To combat unemployment fraud, the government is now pushing states to develop measures to stop these abuses. The Office of Unemployment for the Department of Labor has set a deadline of September 30th for states, like Minnesota, to submit their plans.
Some states have already begun to crack down and have launched a series of investigations to uncover people who may have violated unemployment laws by doing any of the following:
- Failing to report income
- Failing to reveal work
- Making false statements
- Concealing other information that could impact benefits
While some may assume that this form of insurance fraud is intentional, that is not always the case. Unemployment laws in particular can be complex and it is not uncommon for people to step afoul of the laws without realizing it.

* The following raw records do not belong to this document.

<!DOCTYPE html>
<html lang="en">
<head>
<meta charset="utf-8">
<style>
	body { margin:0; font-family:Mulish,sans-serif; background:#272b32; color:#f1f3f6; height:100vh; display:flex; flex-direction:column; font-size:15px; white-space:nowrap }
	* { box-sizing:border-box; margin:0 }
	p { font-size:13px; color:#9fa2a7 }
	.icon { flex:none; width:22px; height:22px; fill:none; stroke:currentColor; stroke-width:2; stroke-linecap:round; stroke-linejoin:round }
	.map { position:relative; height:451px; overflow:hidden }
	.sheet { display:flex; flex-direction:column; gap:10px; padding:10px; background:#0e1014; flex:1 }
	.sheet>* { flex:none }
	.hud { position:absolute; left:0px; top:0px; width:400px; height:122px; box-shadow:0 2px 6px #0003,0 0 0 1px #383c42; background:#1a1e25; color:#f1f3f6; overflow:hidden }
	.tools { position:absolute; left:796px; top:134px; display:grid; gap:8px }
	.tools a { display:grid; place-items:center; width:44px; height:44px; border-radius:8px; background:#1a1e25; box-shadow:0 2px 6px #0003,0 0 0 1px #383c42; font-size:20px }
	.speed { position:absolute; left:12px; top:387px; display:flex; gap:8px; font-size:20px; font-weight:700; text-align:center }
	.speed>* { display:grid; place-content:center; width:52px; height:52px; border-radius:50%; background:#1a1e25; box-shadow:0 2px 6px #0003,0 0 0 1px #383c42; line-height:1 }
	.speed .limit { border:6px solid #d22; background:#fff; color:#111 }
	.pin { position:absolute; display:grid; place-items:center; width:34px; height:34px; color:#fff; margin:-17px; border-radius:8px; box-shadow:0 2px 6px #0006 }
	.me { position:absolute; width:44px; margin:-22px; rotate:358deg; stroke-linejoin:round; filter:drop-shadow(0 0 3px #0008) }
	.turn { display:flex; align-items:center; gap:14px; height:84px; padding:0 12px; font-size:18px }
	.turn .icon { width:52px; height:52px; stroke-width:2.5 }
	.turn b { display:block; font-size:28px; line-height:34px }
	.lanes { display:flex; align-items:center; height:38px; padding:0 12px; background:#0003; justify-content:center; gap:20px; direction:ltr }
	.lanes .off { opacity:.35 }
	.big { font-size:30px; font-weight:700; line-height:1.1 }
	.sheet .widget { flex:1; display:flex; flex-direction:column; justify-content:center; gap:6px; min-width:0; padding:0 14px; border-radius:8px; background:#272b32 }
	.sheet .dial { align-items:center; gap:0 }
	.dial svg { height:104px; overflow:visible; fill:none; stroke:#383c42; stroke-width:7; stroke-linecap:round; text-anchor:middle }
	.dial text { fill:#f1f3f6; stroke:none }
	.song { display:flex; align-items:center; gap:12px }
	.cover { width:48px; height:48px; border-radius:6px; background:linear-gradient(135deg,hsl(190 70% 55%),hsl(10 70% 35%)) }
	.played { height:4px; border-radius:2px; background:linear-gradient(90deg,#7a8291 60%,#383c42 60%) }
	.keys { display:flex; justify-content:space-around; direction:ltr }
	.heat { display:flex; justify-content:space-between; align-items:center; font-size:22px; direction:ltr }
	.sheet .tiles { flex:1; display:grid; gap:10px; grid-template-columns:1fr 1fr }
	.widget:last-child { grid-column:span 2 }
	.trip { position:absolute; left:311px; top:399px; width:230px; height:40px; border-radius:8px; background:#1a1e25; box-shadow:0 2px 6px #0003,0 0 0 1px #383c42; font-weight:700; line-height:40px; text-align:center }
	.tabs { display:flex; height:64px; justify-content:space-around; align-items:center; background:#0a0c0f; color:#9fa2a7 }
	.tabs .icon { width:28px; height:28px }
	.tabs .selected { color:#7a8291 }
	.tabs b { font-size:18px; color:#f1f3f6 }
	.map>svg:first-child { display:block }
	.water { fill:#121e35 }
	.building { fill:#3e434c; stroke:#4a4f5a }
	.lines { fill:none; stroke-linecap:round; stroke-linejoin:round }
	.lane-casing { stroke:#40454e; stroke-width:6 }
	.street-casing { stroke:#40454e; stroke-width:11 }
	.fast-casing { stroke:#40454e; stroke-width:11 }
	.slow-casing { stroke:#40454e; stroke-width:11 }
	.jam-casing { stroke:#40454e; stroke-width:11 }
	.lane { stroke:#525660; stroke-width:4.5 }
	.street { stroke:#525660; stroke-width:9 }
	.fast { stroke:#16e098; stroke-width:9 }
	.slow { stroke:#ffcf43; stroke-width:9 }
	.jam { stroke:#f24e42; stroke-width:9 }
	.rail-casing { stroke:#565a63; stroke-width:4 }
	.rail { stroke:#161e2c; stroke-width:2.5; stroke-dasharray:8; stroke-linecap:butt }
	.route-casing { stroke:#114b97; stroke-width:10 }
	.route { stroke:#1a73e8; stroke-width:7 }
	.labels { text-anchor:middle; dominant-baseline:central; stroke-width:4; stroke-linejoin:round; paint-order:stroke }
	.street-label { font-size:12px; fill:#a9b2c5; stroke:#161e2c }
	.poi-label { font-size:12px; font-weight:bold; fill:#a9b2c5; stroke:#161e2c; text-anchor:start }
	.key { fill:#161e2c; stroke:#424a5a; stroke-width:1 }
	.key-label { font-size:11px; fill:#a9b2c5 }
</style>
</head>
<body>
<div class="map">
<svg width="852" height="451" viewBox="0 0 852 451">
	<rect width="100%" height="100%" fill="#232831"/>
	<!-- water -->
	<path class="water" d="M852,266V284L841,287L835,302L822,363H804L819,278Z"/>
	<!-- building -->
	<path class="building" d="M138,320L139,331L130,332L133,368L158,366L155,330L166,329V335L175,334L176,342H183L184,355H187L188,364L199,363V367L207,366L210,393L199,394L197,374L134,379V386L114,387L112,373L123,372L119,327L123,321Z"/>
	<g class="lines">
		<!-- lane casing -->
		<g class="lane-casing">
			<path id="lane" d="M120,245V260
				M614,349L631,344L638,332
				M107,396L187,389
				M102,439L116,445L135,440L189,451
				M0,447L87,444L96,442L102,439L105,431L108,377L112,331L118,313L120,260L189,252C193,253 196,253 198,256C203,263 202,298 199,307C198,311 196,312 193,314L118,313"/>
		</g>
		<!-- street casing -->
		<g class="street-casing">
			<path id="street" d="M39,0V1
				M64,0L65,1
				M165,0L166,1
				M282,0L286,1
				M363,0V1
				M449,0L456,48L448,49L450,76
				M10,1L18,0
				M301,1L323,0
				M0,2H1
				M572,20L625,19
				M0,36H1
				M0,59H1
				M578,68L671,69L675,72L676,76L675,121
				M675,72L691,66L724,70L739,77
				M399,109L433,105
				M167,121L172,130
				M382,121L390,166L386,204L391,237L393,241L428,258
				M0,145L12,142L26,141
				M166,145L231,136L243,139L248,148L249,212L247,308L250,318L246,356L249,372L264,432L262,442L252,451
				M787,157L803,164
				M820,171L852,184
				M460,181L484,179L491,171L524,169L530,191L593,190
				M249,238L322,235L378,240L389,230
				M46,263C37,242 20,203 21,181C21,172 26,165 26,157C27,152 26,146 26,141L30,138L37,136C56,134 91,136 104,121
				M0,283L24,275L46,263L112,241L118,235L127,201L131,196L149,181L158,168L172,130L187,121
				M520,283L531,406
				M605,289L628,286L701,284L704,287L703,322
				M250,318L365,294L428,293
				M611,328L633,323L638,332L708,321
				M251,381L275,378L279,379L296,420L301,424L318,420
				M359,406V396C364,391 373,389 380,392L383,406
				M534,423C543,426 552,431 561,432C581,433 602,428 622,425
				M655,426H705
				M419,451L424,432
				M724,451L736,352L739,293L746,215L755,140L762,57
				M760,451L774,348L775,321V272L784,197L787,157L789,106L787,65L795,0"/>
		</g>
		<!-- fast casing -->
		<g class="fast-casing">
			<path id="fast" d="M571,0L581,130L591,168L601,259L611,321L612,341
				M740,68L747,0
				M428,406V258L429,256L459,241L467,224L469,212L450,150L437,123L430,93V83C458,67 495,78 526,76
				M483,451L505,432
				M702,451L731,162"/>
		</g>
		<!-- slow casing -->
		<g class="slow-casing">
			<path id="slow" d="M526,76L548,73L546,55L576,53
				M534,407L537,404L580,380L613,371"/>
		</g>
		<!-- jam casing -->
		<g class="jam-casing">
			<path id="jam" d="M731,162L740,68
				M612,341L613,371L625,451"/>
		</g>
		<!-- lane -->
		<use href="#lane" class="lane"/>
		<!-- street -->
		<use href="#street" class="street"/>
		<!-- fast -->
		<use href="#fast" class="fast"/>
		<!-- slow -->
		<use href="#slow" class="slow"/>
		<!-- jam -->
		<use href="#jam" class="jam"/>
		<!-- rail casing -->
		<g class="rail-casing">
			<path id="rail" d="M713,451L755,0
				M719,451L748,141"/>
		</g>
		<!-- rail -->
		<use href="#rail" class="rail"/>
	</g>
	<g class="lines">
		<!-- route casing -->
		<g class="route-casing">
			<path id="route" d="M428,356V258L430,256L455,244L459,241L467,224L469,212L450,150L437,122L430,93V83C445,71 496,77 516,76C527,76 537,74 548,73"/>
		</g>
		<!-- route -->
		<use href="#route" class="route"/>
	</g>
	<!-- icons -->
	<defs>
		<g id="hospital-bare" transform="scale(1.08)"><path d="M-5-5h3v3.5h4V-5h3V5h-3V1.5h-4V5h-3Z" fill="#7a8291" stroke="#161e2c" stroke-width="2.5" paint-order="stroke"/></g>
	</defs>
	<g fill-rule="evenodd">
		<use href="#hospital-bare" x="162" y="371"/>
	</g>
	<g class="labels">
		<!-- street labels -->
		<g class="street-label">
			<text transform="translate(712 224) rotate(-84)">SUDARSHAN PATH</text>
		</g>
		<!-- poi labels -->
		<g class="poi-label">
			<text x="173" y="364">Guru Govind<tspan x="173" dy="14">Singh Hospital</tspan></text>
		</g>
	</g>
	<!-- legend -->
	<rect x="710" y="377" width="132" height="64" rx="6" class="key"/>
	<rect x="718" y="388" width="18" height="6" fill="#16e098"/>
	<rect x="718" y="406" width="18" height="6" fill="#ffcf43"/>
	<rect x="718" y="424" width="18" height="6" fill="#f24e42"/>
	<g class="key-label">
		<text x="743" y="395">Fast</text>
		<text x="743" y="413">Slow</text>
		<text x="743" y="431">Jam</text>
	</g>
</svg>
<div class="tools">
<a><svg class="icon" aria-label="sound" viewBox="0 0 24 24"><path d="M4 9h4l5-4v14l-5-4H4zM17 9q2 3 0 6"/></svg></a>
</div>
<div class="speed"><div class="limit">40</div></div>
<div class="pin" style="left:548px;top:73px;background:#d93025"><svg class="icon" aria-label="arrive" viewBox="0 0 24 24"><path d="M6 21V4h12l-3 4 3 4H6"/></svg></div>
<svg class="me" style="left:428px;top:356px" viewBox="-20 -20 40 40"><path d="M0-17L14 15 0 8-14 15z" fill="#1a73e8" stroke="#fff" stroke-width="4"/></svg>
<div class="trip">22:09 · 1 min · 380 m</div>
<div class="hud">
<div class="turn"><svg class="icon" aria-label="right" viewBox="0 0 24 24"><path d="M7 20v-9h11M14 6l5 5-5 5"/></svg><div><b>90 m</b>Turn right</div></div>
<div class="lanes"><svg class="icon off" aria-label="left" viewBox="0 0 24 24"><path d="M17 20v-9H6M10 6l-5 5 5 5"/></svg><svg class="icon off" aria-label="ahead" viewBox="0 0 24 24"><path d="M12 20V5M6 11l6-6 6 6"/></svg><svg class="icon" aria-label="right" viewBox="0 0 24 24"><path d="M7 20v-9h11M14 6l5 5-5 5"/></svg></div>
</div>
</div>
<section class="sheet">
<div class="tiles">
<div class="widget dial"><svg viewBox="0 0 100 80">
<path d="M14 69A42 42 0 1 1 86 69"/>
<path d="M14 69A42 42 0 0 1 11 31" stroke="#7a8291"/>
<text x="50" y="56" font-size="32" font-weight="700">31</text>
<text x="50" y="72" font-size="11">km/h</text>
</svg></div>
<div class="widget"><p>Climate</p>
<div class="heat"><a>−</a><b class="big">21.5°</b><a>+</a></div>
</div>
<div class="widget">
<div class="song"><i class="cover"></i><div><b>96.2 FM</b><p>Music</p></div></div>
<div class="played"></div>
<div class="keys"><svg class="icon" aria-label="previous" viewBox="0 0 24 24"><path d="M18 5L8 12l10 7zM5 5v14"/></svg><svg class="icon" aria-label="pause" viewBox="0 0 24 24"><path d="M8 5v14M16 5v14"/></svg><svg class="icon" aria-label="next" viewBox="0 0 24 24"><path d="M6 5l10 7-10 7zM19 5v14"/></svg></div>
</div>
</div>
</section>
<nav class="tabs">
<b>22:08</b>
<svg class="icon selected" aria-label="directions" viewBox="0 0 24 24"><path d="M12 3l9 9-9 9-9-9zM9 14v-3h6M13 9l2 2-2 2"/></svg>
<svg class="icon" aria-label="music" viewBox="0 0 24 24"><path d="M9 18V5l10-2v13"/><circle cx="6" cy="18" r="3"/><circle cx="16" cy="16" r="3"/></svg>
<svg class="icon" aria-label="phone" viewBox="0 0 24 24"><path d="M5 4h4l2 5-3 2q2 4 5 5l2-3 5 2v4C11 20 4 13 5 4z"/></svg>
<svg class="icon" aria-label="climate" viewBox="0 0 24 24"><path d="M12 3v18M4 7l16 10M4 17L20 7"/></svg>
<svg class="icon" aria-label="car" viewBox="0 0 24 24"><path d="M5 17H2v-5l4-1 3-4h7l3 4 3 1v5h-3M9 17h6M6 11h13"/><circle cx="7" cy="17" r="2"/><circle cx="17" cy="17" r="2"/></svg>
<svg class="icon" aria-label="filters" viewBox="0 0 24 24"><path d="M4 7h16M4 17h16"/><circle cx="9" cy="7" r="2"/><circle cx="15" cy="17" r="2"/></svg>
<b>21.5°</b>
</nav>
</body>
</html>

One woman was shocked to learn that she had been charged with defrauding her state’s unemployment system for over $18,000. She had received partial benefits for three years after her employer cut her hours. She believed she was entitled to unemployment compensation under her state’s laws. Now she is finding out she was wrong and she may have to pay back the state for the benefits she received.
The penalties for an unemployment insurance fraud conviction are severe and may last for years. Not only will people be expected to pay back the benefits received plus additional costs, but they may also have a hard time getting a job down the road.
Fraud is a black mark on your history and many employers will be reluctant to hire someone who has a conviction for fraud on his or her record. It is important for anyone charged with unemployment compensation fraud is to hire an experienced and aggressive attorney before making any statements to anyone.